I think that lazy evaluation is dangerous, or can lead to some misunderstanding, especialy when working on a loop.

The best way is alway the explicit, so the best (in my opinion) is to create copy of all the elements that can change.
Also, strings are not mutables, so why tagged strings should be mutables ?
The only purpose of tagged strings must be only a special display or a special creation.

ronaldoussoren · August 14, 2024, 7:33pm

There are good use cases for having lazy evaluation though, for example in logging where calculating the value can cause measurable overhead that’s wasteful when the value is not use (e.g. log.debug(f"big number is {2 ** 100 * 100}")).

Donatien Vachette:

ronaldoussoren:
items = []
for value in some_sequence:
    items.append(tag"value is {value}")
print(items)
The best way is alway the explicit, so the best (in my opinion) is to create copy of all the elements that can change.
Also, strings are not mutables, so why tagged strings should be mutables ?
The only purpose of tagged strings must be only a special display or a special creation.

Copying can be expensive, and would give different semantics than in the rest of the language. It is also far from clear what should be copied in the first place when the interpolation expression is more complex.

It is ~~turtles~~ tradeoffs all the way down . I haven’t formed an opinion yet on whether or not having lazy evaluation here is a good thing when all things are considered.

mikeshardmind · August 14, 2024, 8:28pm

From largest to least important detraction (subjective personal opinion):

I don’t see a good reason for laziness presented here and I think it would be a stronger proposal if laziness weren’t included in any way or if a lazy tag string was syntactically different. Without a kind of obvious separation, any time a developer sees a tag string, they need to go read the documentation for it to know if it’s going to behave how they expect or not. This will be true not just of the author but of reviewers and future maintainers as well.
I definitely don’t like the current part of the proposal where any function can act as a tag either, this is going to lead to local namespace pollution.
I don’t particularly like the syntax, I’d prefer something like t:[function name]"..."
The examples here look worse to me than existing solutions for the problems posed. In terms of DSLs specifically, I think PEP638 made a better case and proposed a better toolset.
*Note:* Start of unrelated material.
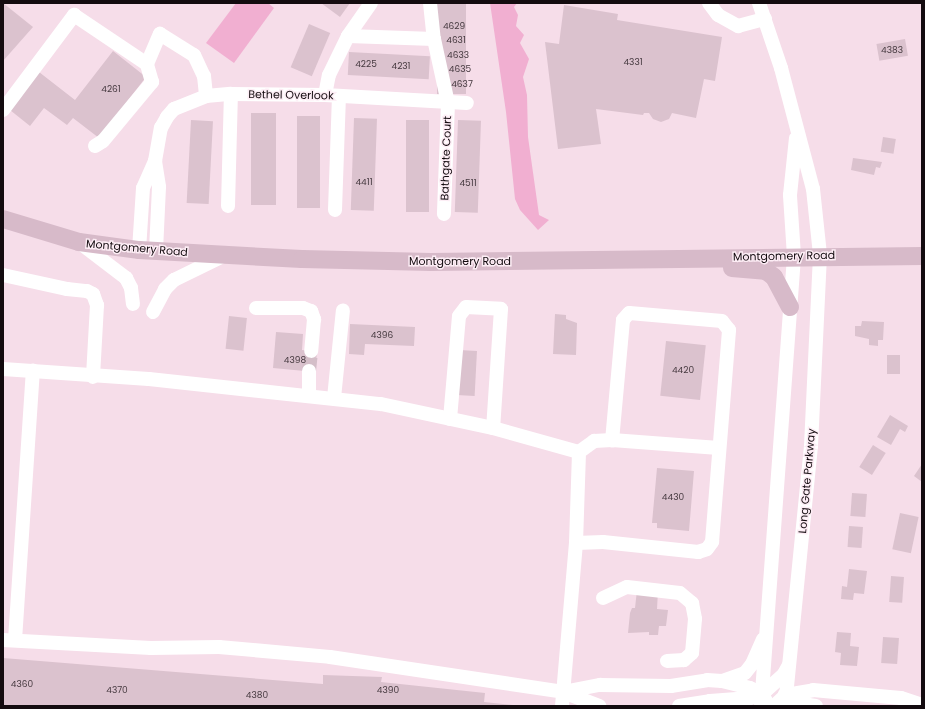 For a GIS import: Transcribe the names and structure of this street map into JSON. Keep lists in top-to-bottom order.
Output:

jimbaker · August 14, 2024, 9:49pm

Thanks for the comments on our proposal. I’m going to respond specifically to comments by @erictraut , @godlygeek , @barry , and @ncoghlan , although I’m sure I’m missing some of this discussion, and see how we can improve this proposed PEP:

Tag functions are called with a TemplateConcrete object, which is builtin, with a runtime-checkable protocol Template provided from typing. Template provides args (as now) and source (original string passed into the tag string) as attributes. One nice thing about the source attribute is that it can be used as a memoization key, and of course requires no additional computation. Hopefully it can also be used for i18n purposes.
Tag functions can be decorated with @tag_evaluation('eager' | 'choice' | 'deferred'); use Literal for these choices; this decorator is available from typing. This decorator sets a dunder method, __tag_evaluation__. eager is the usual evaluation order, and the tag function guarantees it does this upon entry. 'choice' means that the tag function chooses which interpolations to evaluate, if any, in any order, before returning, but it does not retain the interpolation after it returns. deferred allows for the interpolations to be seen outside the scope of the tag function. Hopefully this decorator can support typing needs.
No short prefix names, however if dotted names are added, there’s no such restriction for a dotted name. So lazy.f is a valid tag name.
It might be desirable to have a t prefix, which simply returns a Template. I assume this will have eager evaluation semantics. (There are additional aspects discussed, but these seem to require additional enhancements to the interpolation syntax; that can be discussed separately.)